Directions
The required result is a copy of each line below in which "canvas" appears.

Items from a data source

.....

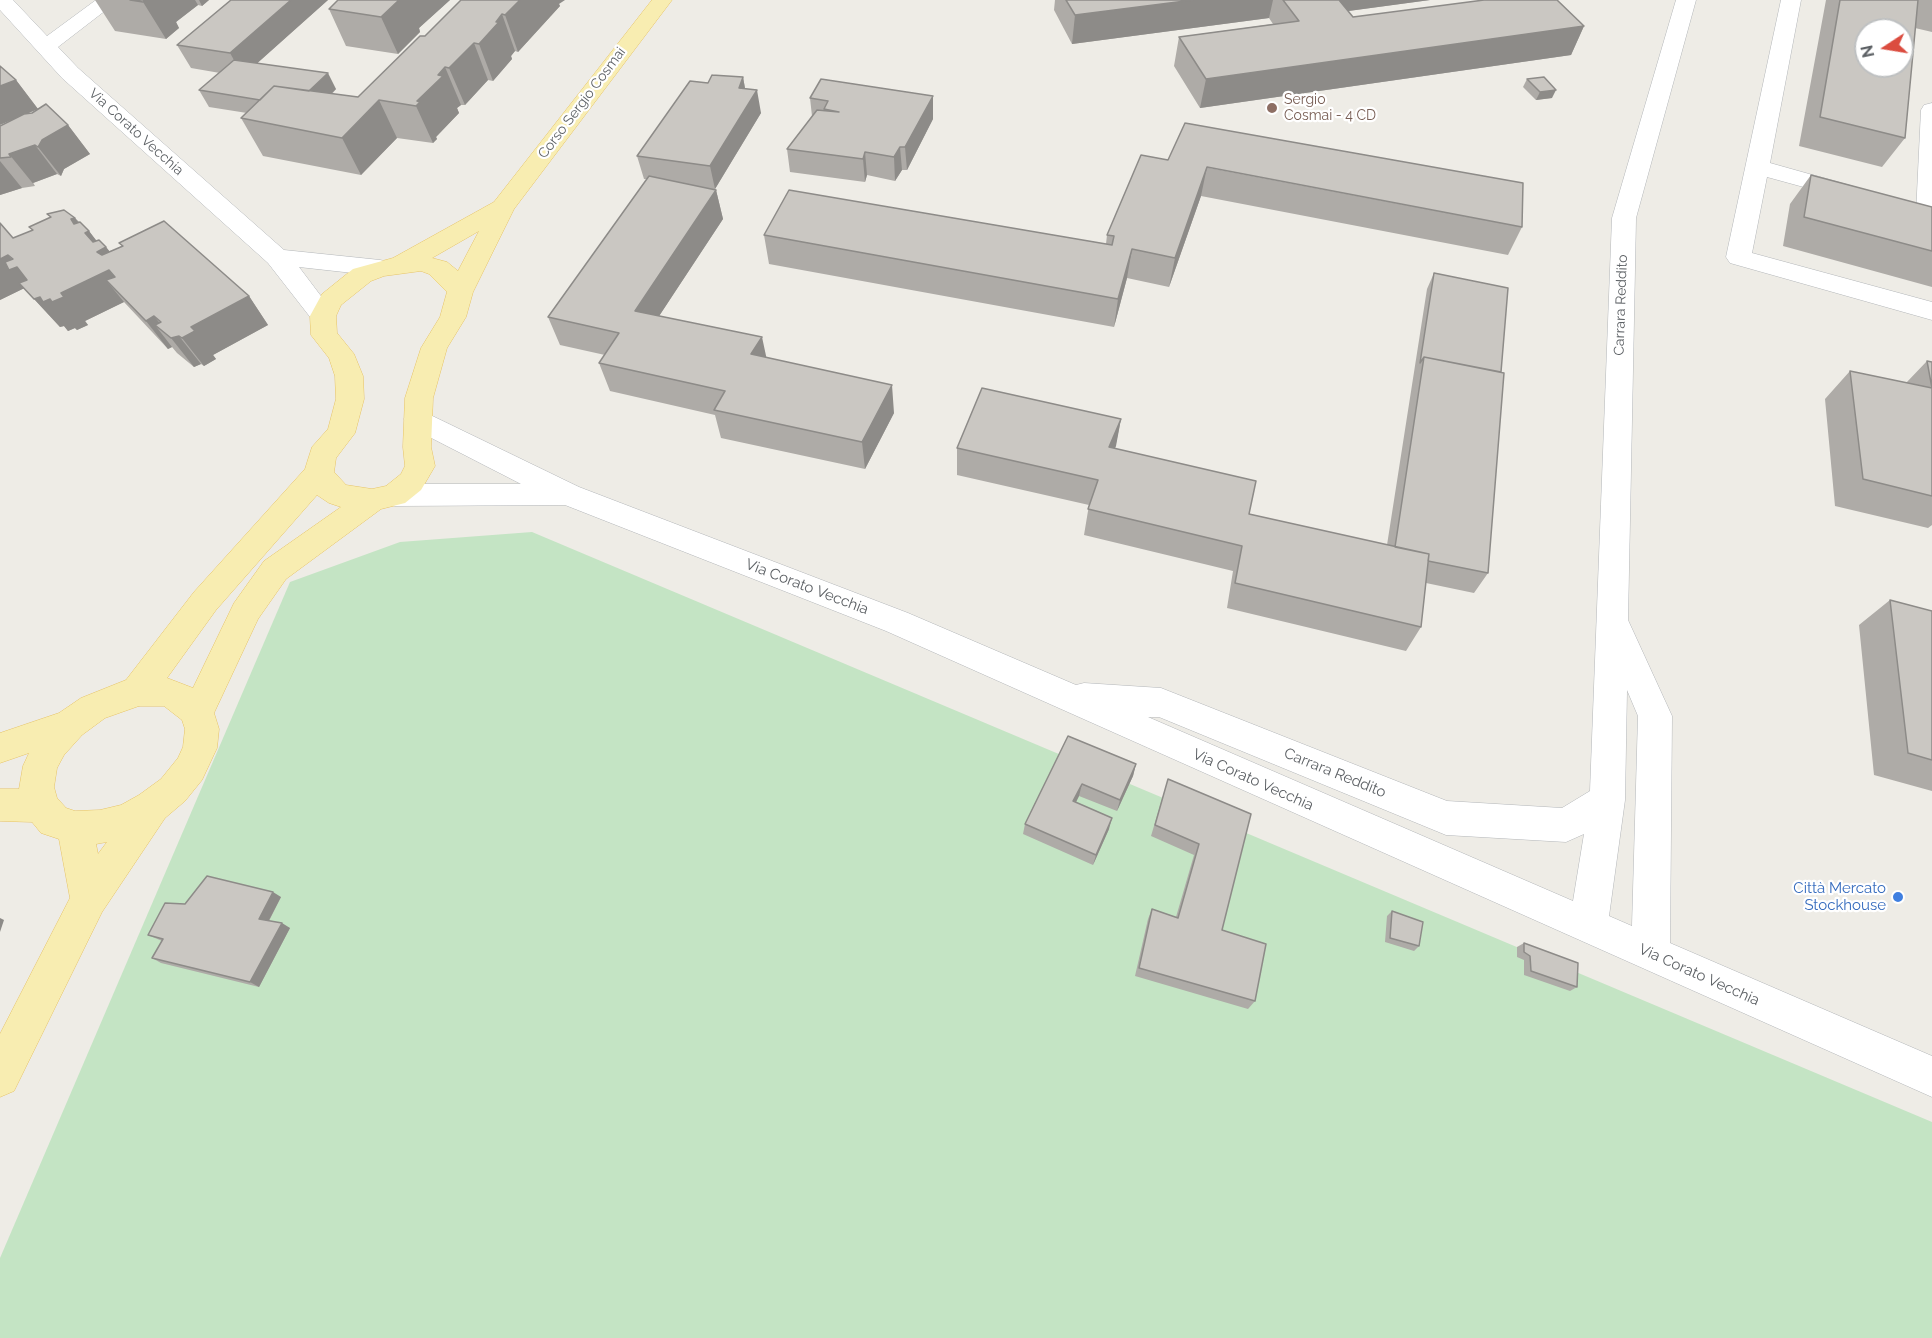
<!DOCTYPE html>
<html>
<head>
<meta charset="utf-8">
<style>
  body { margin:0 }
  #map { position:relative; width:1932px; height:1338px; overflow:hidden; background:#eeece6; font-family:Raleway,sans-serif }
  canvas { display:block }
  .north { position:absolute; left:1854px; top:18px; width:60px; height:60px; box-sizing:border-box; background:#fff; border:2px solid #bec0c1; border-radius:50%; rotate:258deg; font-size:16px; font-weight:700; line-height:24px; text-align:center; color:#5d6165 }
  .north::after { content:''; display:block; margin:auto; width:21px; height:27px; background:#db4c3f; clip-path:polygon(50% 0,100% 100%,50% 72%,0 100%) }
</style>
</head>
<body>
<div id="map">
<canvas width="1932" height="1338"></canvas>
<div class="north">N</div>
</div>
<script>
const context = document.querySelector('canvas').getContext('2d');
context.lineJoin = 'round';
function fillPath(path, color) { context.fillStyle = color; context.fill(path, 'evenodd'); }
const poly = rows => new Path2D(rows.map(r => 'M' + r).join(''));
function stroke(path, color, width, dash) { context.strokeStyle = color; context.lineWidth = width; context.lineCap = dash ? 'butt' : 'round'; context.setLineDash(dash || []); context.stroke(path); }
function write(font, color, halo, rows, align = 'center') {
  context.font = font + ' Raleway,sans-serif'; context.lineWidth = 4.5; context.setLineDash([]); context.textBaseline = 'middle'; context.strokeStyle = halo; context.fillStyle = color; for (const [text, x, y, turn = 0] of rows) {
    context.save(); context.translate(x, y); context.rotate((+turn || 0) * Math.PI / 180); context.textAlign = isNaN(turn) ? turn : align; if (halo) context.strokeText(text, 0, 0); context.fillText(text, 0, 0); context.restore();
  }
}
const green = poly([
  [532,532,1932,1122,1932,1338,0,1338,0,1258,290,582,400,542]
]);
const minor = poly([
  [0,0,13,0,47,36,96,0,119,0,58,47,78,68,284,250,380,260,389,262,393,268,389,274,380,276,299,267,336,316,332,322,323,325,314,322,268,263,62,78,0,10,0,0],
  [1676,0,1696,0,1636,218,1628,620,1672,716,1670,943,1932,1056,1932,1097,886,631,565,505,395,506,385,503,380,495,385,487,395,484,521,484,408,426,404,419,408,412,418,409,579,487,908,613,1076,685,1084,683,1161,688,1447,801,1562,808,1590,791,1612,218,1676,0],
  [1627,690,1638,716,1632,926,1609,916,1625,800,1627,690],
  [1148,717,1159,717,1446,835,1566,842,1584,834,1573,901,1148,717],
  [1781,0,1801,0,1770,163,1859,188,1863,193,1859,198,1851,200,1767,177,1752,253,1932,302,1932,320,1730,263,1726,257,1781,0],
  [1932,103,1932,223,1919,219,1916,214,1921,110,1924,105,1932,103]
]);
const major = poly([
  [652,0,672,0,514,209,473,292,466,317,447,348,433,398,431,447,435,466,421,490,405,503,381,509,286,579,258,619,214,713,219,729,217,748,202,780,185,801,165,818,102,912,14,1091,0,1097,0,1034,70,898,59,839,41,833,32,822,0,821,0,789,19,789,23,766,29,753,0,763,0,733,59,713,81,698,126,680,194,592,305,469,312,447,328,429,336,399,335,376,329,358,311,335,310,316,322,294,353,269,393,258,494,202,652,0],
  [479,231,458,271,447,262,432,258,479,231],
  [421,271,429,274,447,292,440,317,421,348,405,398,403,447,405,466,401,474,386,486,372,489,346,485,334,472,336,458,355,433,364,399,363,376,354,354,337,333,336,316,341,305,371,281,384,276,421,271],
  [317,495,329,503,341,507,264,561,234,603,193,688,167,678,216,610,317,495],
  [139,706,164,706,182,720,185,729,183,747,178,758,161,779,139,795,121,805,100,810,75,811,66,808,57,798,54,787,57,768,64,755,82,735,105,718,139,706],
  [107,842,98,854,96,844,107,842]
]);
const wall = poly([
  [95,0,209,0,202,6,198,5,176,22,179,28,166,39,115,31],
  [231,0,328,0,257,63,336,89,332,94,358,97,425,36,461,0,559,4,560,6,518,52,515,51,511,56,512,59,493,81,488,80,465,105,461,105,457,108,459,113,436,137,437,139,433,143,397,138,361,175,263,156,241,118,247,113,209,107,199,90,220,73,191,68,177,45],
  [338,0,450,0,419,28,420,32,398,54,346,46,329,9],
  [1055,0,1430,0,1348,11,1353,17,1584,26,1571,55,1200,108,1174,66,1179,37,1273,24,1269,18,1072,44,1054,10],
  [1826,0,1932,0,1932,32,1915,28,1905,138,1882,167,1799,146],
  [743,77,745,88,761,113,715,189,716,190,723,219,659,316,766,358,894,413,865,469,721,438,715,415,610,391,599,363,605,355,560,345,548,317,647,179,644,179,637,156,708,83],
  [821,79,933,119,907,170,902,170,895,181,867,175,865,182,790,172,787,149,812,116,810,98],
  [1527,79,1552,98,1536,100,1523,87],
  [16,80,38,109,26,114,68,125,90,154,64,169,61,176,57,174,33,183,35,186,22,188,0,195,0,126,16,118],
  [1141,155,1522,227,1508,255,1201,196,1169,287,1127,278,1114,327,769,264,764,235,1106,244,1107,235],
  [1811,175,1932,207,1932,287,1783,246,1790,204],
  [47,214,75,218,89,231,96,241,106,247,110,252,122,246,119,243,249,296,268,325,213,355,216,359,204,366,201,364,194,367,177,353,172,347,168,349,124,302,85,321,88,325,77,330,75,328,68,331,64,326,60,327,24,288,0,300,13,238,33,231,50,217],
  [1434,273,1501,372,1488,573,1474,593,1426,583,1421,627,1406,651,1227,608,1233,571,1084,535,1089,505,957,475,957,448,1121,419,1115,448,1249,514,1387,545,1427,289],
  [1927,361,1932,362,1932,525,1928,528,1835,506,1825,399,1850,371,1906,383],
  [1890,600,1932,611,1932,791,1874,775,1859,625],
  [1068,736,1136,764,1133,776,1117,811,1079,796,1076,802,1109,829,1093,865,1023,834,1025,824],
  [1168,779,1251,814,1222,930,1255,1001,1248,1009,1135,976,1148,919,1152,909,1176,917,1194,855,1151,836],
  [281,897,269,921,290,928,259,987,161,963,152,958,162,941,148,935,185,904],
  [1392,911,1419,946,1414,951,1385,942,1387,916],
  [1524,943,1577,987,1570,991,1524,975,1524,960,1517,957,1517,947]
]);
const shadedWall = poly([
  [145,0,195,0,198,5,176,22,179,28,166,39,143,2],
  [199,0,209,0,202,6],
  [291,0,328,0,243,76,230,53],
  [399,0,450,0,419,28,420,32,398,54,381,17],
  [520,0,565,0,559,4,560,6,518,52,505,15],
  [1193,0,1273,0,1269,18,1072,44,1075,15],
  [1323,0,1430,0,1319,15],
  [502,14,515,51,511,56,512,59,493,81,479,44],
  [1584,26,1571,55,1200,108,1206,79],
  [474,43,488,80,465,105,449,68],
  [445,67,461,105,457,108,459,113,436,137,437,139,433,143,416,106,417,101,438,75],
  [328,73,336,89,302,122,293,106],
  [743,77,747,100,739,88],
  [16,80,38,109,0,125,0,86],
  [757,90,761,113,715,189,710,166],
  [1556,90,1552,98,1536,100,1540,92],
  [933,96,933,119,907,170,905,147],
  [379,100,397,138,361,175,342,138],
  [68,125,90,154,64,169,61,176,38,147,42,140],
  [35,145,57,174,33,183,35,186,9,154],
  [900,147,902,170,895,181,894,157],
  [865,152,867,175,865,182,863,159],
  [0,161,22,188,0,195],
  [1207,167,1201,196,1169,287,1175,258],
  [716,190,723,219,644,339,635,311],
  [75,218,86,232,89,231,103,249,106,247,129,276,120,281,71,219],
  [1132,249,1127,278,1114,327,1118,299],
  [8,255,33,284,0,300,0,259],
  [109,270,132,298,106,280,124,302,85,321,88,325,77,330,75,328,68,331,64,326,60,327,34,299,61,293],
  [249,296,268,325,213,355,216,359,204,366,182,338,191,327],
  [154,316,172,338,179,336,201,364,194,367,171,338,155,325,172,347,168,349,146,321],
  [762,337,768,365,751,354],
  [892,385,894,413,865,469,862,442],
  [1121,419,1116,446,1104,474,1109,447],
  [1136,764,1133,776,1117,811,1120,800],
  [1082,784,1079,796,1071,812,1073,801],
  [1112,818,1109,829,1093,865,1096,855],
  [273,892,281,897,267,924,259,919],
  [0,918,4,920,0,932],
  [282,923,290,928,259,987,250,982]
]);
const building = poly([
  [130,0,145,0,143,2,130,0],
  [231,0,291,0,230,53,177,45,231,0],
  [338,0,399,0,381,17,329,9,338,0],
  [461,0,520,0,505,15,502,14,496,22,499,22,479,44,474,43,449,68,445,67,438,75,443,76,417,101,420,102,416,106,379,100,342,138,241,118,274,86,358,97,420,36,425,36,461,0],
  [1066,0,1193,0,1075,15,1066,0],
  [1283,0,1339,0,1353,17,1484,0,1557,0,1584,26,1206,79,1179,37,1299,21,1283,0],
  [1840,0,1918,0,1905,138,1820,117,1840,0],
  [1866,30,1902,30,1902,66,1866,66,1866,30],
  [234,60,328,73,309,91,274,86,260,100,199,90,234,60],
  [0,66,16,80,0,86,0,66],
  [712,75,743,77,739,88,757,90,710,166,637,156,690,81,708,83,712,75],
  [1544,77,1556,90,1540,92,1527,79,1544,77],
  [821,79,933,96,905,147,900,147,894,157,865,152,863,159,787,149,817,110,839,112,824,109,828,101,810,98,821,79],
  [46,104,68,125,42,140,38,147,35,145,9,154,11,157,0,158,0,126,24,114,32,113,46,104],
  [1185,123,1523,183,1522,227,1207,167,1175,258,1132,249,1118,299,764,235,789,190,1112,245,1114,236,1107,235,1141,155,1168,160,1185,123],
  [1811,175,1932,207,1932,251,1804,217,1811,175],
  [649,176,716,190,635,311,762,337,751,354,892,385,862,442,714,410,725,391,599,363,619,333,548,317,649,176],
  [64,210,75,218,71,219,74,224,80,222,89,231,85,233,93,242,99,240,106,247,97,252,102,255,123,246,119,243,164,221,249,296,191,327,195,331,182,338,179,336,171,338,155,325,161,322,154,316,146,321,106,280,115,277,109,270,61,293,64,297,52,302,50,299,43,302,40,297,34,299,19,283,27,280,17,267,9,270,5,262,13,259,8,255,0,259,0,223,13,238,33,230,29,227,51,217,47,214,64,210],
  [1434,273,1508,288,1501,372,1424,357,1420,363,1434,273],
  [1424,357,1504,373,1488,573,1428,561,1429,554,1395,547,1424,357],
  [1927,361,1932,362,1932,388,1927,361],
  [1850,371,1932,388,1932,496,1863,479,1850,371],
  [982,388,1121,419,1109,447,1256,481,1249,514,1429,554,1421,627,1235,583,1242,546,1088,509,1098,480,957,448,982,388],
  [1890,600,1932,611,1932,760,1908,753,1890,600],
  [1068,736,1136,764,1120,800,1082,784,1073,801,1112,818,1096,855,1025,824,1068,736],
  [1168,779,1251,814,1222,930,1266,944,1255,1001,1139,968,1152,909,1178,918,1199,844,1155,825,1168,779],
  [207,876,273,892,259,919,282,923,250,982,152,958,163,939,148,935,165,903,185,904,207,876],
  [1392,911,1423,922,1419,946,1390,938,1392,911],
  [1524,943,1578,963,1577,987,1531,971,1530,956,1524,952,1524,943]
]);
const markers = [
  [1272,108,6,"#8d6e63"],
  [1898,897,6,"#3f7fe0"]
];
const farEducationnames = [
  ["Sergio",1284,100],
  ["Cosmai - 4 CD",1284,116]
];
const farStreetnames = [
  ["Corso Sergio Cosmai",582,103,-53],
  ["Via Corato Vecchia",136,132,42],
  ["Carrara Reddito",1621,305,-88]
];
const streetNames = [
  ["Via Corato Vecchia",807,587,21],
  ["Carrara Reddito",1335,773,22],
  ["Via Corato Vecchia",1253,780,24],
  ["Via Corato Vecchia",1699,975,24]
];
const shopNames = [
  ["Città Mercato",1886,888],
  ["Stockhouse",1886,905]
];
fillPath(green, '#c4e4c4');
stroke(minor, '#b3b6b9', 1);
stroke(major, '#e6c367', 1);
fillPath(minor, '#fff');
fillPath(major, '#f8edb1');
fillPath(wall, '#aeaba7');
fillPath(shadedWall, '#8d8b88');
fillPath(building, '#cac7c2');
stroke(building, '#8d8b88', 1.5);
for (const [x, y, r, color] of markers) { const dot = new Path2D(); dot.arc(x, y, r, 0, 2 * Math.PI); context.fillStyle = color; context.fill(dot); stroke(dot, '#fff', 2); }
write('14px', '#785e54', '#fff', farEducationnames, 'left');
write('14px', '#5d6165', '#fff', farStreetnames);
write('15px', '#5d6165', '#fff', streetNames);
write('15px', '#366cbe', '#fff', shopNames, 'right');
</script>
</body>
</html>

.....

Written solution
  canvas { display:block }
<canvas width="1932" height="1338"></canvas>
const context = document.querySelector('canvas').getContext('2d');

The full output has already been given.